● **YOUR ASSIGNMENT**:
Here is a listing. Write it all out again exactly, but not its pictures.

● **RECORDS SUPPLIED**:
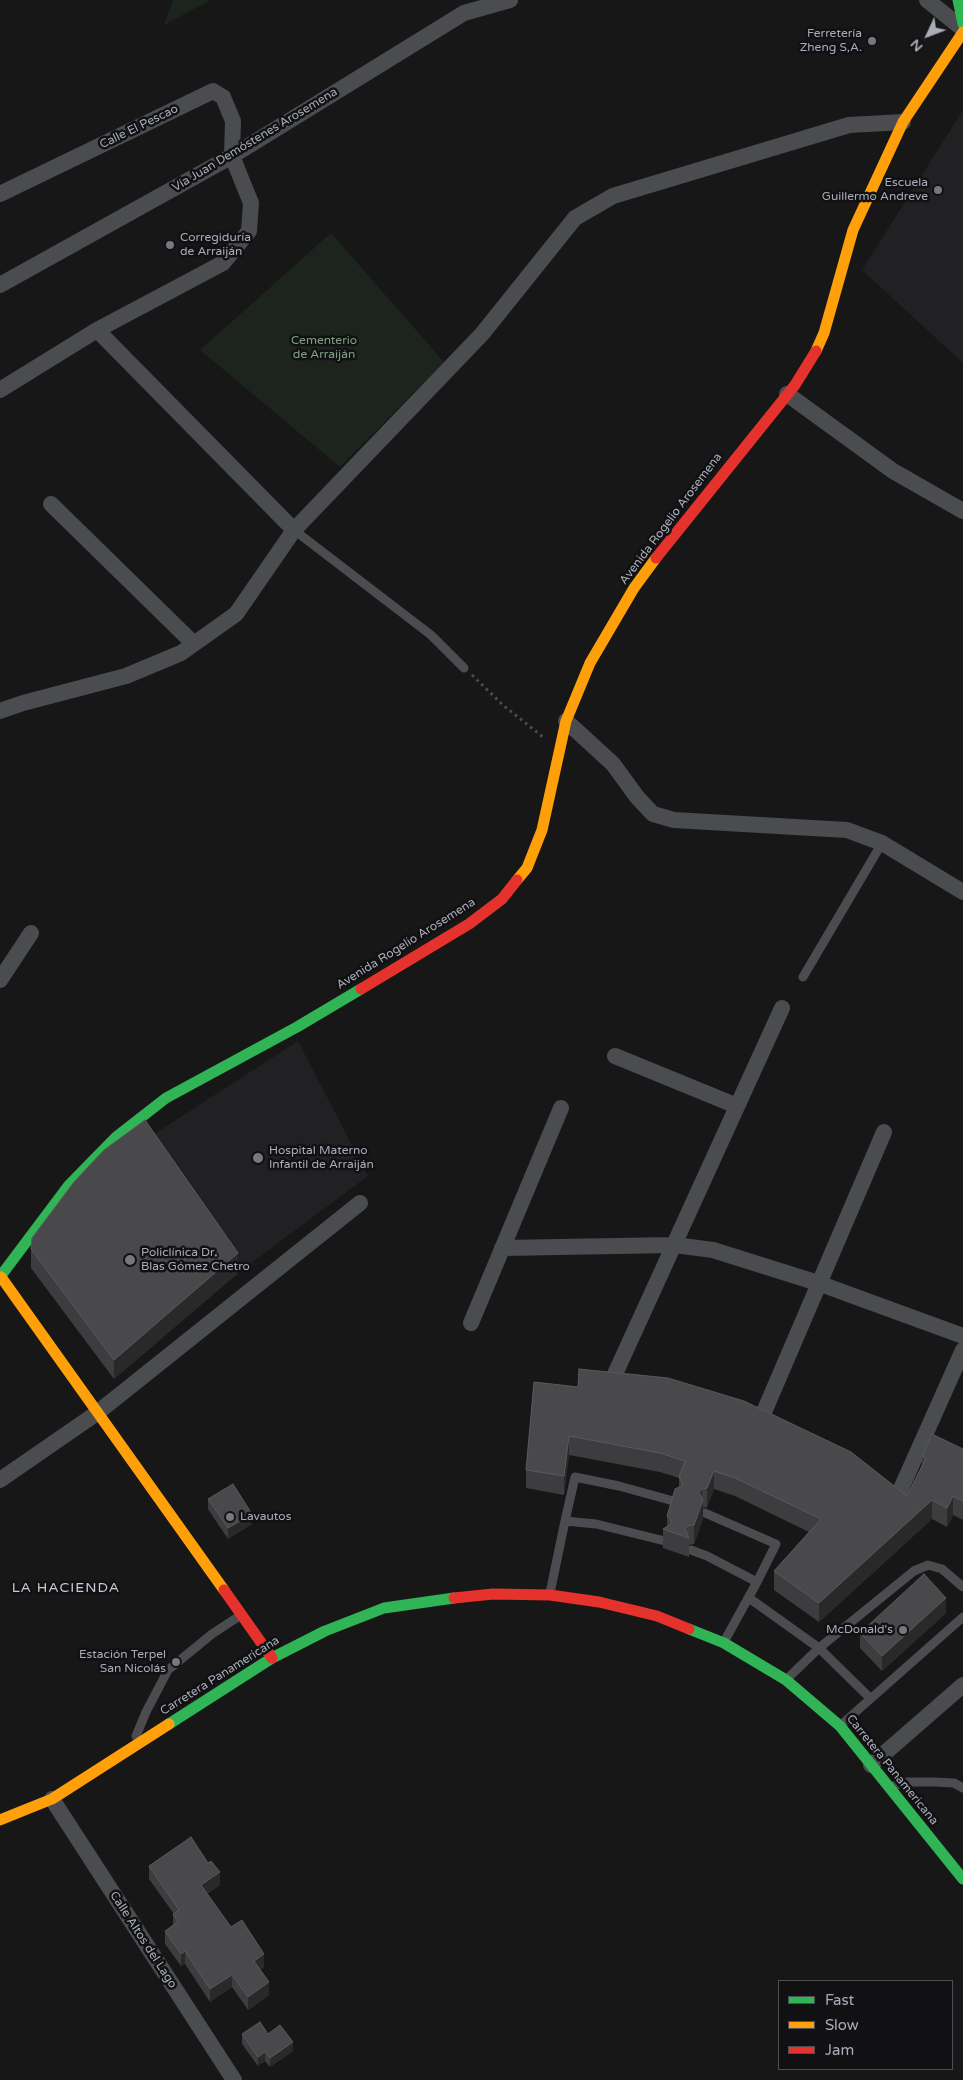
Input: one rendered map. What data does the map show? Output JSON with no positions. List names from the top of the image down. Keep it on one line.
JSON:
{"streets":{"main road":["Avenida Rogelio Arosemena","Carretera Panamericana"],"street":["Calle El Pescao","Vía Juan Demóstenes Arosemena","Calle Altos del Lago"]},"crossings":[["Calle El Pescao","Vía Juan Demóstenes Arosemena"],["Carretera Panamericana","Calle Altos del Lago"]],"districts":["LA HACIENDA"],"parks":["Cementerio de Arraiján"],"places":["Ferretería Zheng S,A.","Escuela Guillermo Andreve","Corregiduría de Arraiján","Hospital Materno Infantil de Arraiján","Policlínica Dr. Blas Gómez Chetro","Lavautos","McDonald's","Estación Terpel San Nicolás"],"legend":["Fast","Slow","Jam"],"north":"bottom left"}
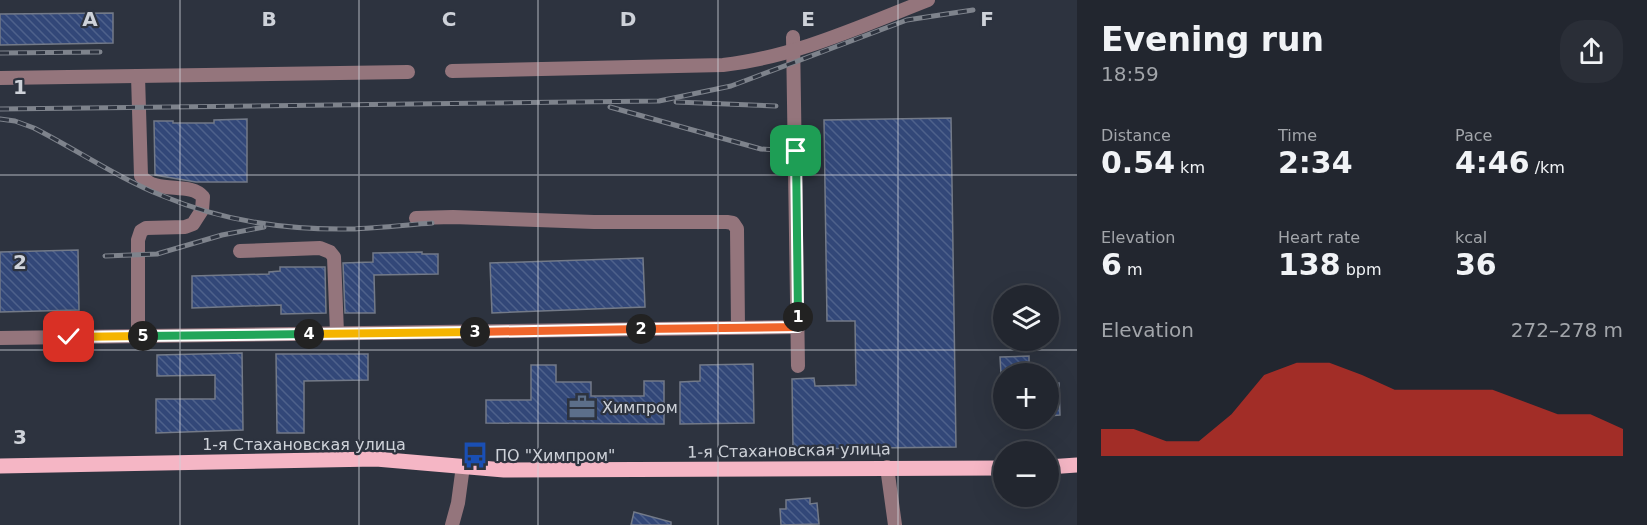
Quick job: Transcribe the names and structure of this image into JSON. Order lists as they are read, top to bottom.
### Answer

● **EXERCISE ANSWER**:
Input: one rendered map. What data does the map show? Output JSON with no positions. List names from the top of the image down. Keep it on one line.
JSON:
{"streets":{"main road":["Avenida Rogelio Arosemena","Carretera Panamericana"],"street":["Calle El Pescao","Vía Juan Demóstenes Arosemena","Calle Altos del Lago"]},"crossings":[["Calle El Pescao","Vía Juan Demóstenes Arosemena"],["Carretera Panamericana","Calle Altos del Lago"]],"districts":["LA HACIENDA"],"parks":["Cementerio de Arraiján"],"places":["Ferretería Zheng S,A.","Escuela Guillermo Andreve","Corregiduría de Arraiján","Hospital Materno Infantil de Arraiján","Policlínica Dr. Blas Gómez Chetro","Lavautos","McDonald's","Estación Terpel San Nicolás"],"legend":["Fast","Slow","Jam"],"north":"bottom left"}
Quick job: Transcribe the names and structure of this image into JSON. Order lists as they are read, top to bottom.
### Answer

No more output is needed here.